Patut disebutkan bahwa, selama periode ini, dengan bantuan terselubung dari Shi Xiaole, Pasangan Pedang Bebek Mandarin secara mengejutkan juga memperoleh pedang spiritual tingkat menengah atas. Banyak yang melirik dengan iri, tetapi karena menghormati kekuatan Shi Xiaole, tidak ada yang berani bergerak.

Senjata Spiritual tingkat tinggi terakhir terlambat muncul, tetapi semua orang cukup sabar. Lagipula, apa artinya hanya beberapa hari, bahkan setengah bulan, atau sebulan?

Namun rencana tidak dapat mengimbangi perubahan, dan terjadilah peristiwa yang mengejutkan semua orang.

Pada hari keenam, aroma yang menyengat tiba-tiba tercium dari kejauhan. Disebarkan oleh angin liar yang aneh, kabut merah muda tipis menyelimuti langit, seperti gelombang tak terbatas, dan segera menutupi seluruh Istana Jingyun.

Jeritanβ€”penuh kesan, ketakutan, amarahβ€”terdengar dari segala arah, bergema bolak-balik. Bersamaan dengan itu, terdengar suara sayatan yang sangat samar.

"Apakah ini... Dupa Pengubur Jiwa?!"

"Para Seniman Bela Diri Pemakaman telah tiba!"

Di dalam dan di luar Istana Jingyun, banyak ahli menunjukkan ekspresi panik.

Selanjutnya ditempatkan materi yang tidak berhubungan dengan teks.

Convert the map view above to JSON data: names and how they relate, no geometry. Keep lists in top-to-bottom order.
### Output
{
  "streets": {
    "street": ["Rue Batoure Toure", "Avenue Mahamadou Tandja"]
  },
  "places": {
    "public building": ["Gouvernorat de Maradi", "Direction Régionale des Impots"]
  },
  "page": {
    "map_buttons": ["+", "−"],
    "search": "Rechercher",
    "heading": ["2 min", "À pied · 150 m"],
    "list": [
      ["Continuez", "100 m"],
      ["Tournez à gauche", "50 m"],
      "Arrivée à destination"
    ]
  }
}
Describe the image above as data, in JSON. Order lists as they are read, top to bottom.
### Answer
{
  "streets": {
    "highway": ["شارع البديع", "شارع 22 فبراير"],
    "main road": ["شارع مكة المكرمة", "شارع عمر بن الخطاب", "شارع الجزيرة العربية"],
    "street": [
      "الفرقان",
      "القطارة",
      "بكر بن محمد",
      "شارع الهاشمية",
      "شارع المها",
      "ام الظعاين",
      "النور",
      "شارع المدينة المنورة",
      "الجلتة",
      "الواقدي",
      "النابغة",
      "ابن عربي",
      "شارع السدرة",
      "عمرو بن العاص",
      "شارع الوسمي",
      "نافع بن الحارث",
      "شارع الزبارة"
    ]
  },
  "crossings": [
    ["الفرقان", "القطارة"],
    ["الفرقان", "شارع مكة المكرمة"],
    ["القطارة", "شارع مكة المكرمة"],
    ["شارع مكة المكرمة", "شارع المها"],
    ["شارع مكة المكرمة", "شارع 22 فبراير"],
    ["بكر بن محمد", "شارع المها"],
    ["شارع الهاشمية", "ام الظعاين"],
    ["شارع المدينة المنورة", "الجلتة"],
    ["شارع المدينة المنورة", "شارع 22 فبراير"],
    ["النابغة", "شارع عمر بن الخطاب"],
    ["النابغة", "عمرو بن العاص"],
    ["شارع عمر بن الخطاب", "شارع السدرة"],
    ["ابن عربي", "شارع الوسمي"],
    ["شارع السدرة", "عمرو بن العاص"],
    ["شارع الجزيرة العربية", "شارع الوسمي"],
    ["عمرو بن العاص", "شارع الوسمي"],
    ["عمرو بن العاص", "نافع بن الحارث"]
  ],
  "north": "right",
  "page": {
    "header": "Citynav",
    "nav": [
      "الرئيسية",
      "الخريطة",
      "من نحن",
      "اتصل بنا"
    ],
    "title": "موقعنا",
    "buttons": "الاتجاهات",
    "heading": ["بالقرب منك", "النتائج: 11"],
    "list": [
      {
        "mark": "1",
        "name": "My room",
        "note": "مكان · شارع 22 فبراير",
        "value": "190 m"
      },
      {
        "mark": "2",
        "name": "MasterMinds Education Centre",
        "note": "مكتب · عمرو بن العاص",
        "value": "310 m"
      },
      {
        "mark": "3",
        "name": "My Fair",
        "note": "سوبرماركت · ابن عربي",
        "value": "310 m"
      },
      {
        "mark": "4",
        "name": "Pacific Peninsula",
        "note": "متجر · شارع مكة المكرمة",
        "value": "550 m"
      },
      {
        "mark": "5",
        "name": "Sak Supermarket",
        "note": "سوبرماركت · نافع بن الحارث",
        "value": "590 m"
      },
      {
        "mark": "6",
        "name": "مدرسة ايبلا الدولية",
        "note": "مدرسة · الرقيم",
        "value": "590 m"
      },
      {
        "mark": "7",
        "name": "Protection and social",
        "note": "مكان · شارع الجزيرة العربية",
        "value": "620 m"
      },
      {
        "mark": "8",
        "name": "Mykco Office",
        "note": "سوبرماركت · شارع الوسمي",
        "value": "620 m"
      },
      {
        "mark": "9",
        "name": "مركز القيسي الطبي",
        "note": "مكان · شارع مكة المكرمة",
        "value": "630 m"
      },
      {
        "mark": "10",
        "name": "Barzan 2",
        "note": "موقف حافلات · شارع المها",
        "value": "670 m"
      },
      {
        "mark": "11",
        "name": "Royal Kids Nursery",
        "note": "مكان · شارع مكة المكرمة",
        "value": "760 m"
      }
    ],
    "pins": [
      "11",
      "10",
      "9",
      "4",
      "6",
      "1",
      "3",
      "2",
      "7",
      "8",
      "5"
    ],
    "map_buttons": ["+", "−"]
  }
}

Jika ada sesuatu dalam Asal Usul Keinginan Surgawi yang benar-benar dapat menakutkan orang, itu bukanlah Kaisar Bela Diri Alam Asal Kekosongan yang sangat kuat, melainkan Seniman Bela Diri Penguburan yang misterius.

Tidak seorang pun tahu dari mana mereka berasal atau termasuk pasukan mana mereka. Mereka hanya tahu bahwa sosok-sosok ini, seperti mesin pembantaian yang muncul dalam beberapa tahun terakhir, membunuh di tempat, tanpa bertanya dan tanpa memihak.

Kemampuan bela diri para Seniman Bela Diri Penguburan tidak dianggap kuat, setidaknya tidak jika dibandingkan dengan Kaisar Bela Diri Alam Asal Kekosongan. Namun, Dupa Pengubur Jiwa yang mereka bawa memiliki kekuatan untuk melucuti kemampuan bahkan Kaisar Bela Diri Alam Asal Kekosongan, menjadikan mereka ikan tak berdaya di atas balok pemotong.

Di masa lalu, telah ada lebih dari satu penampakan para Seniman Bela Diri Pemakaman yang secara mengerikan memutilasi Kaisar Bela Diri Alam Asal Kekosongan.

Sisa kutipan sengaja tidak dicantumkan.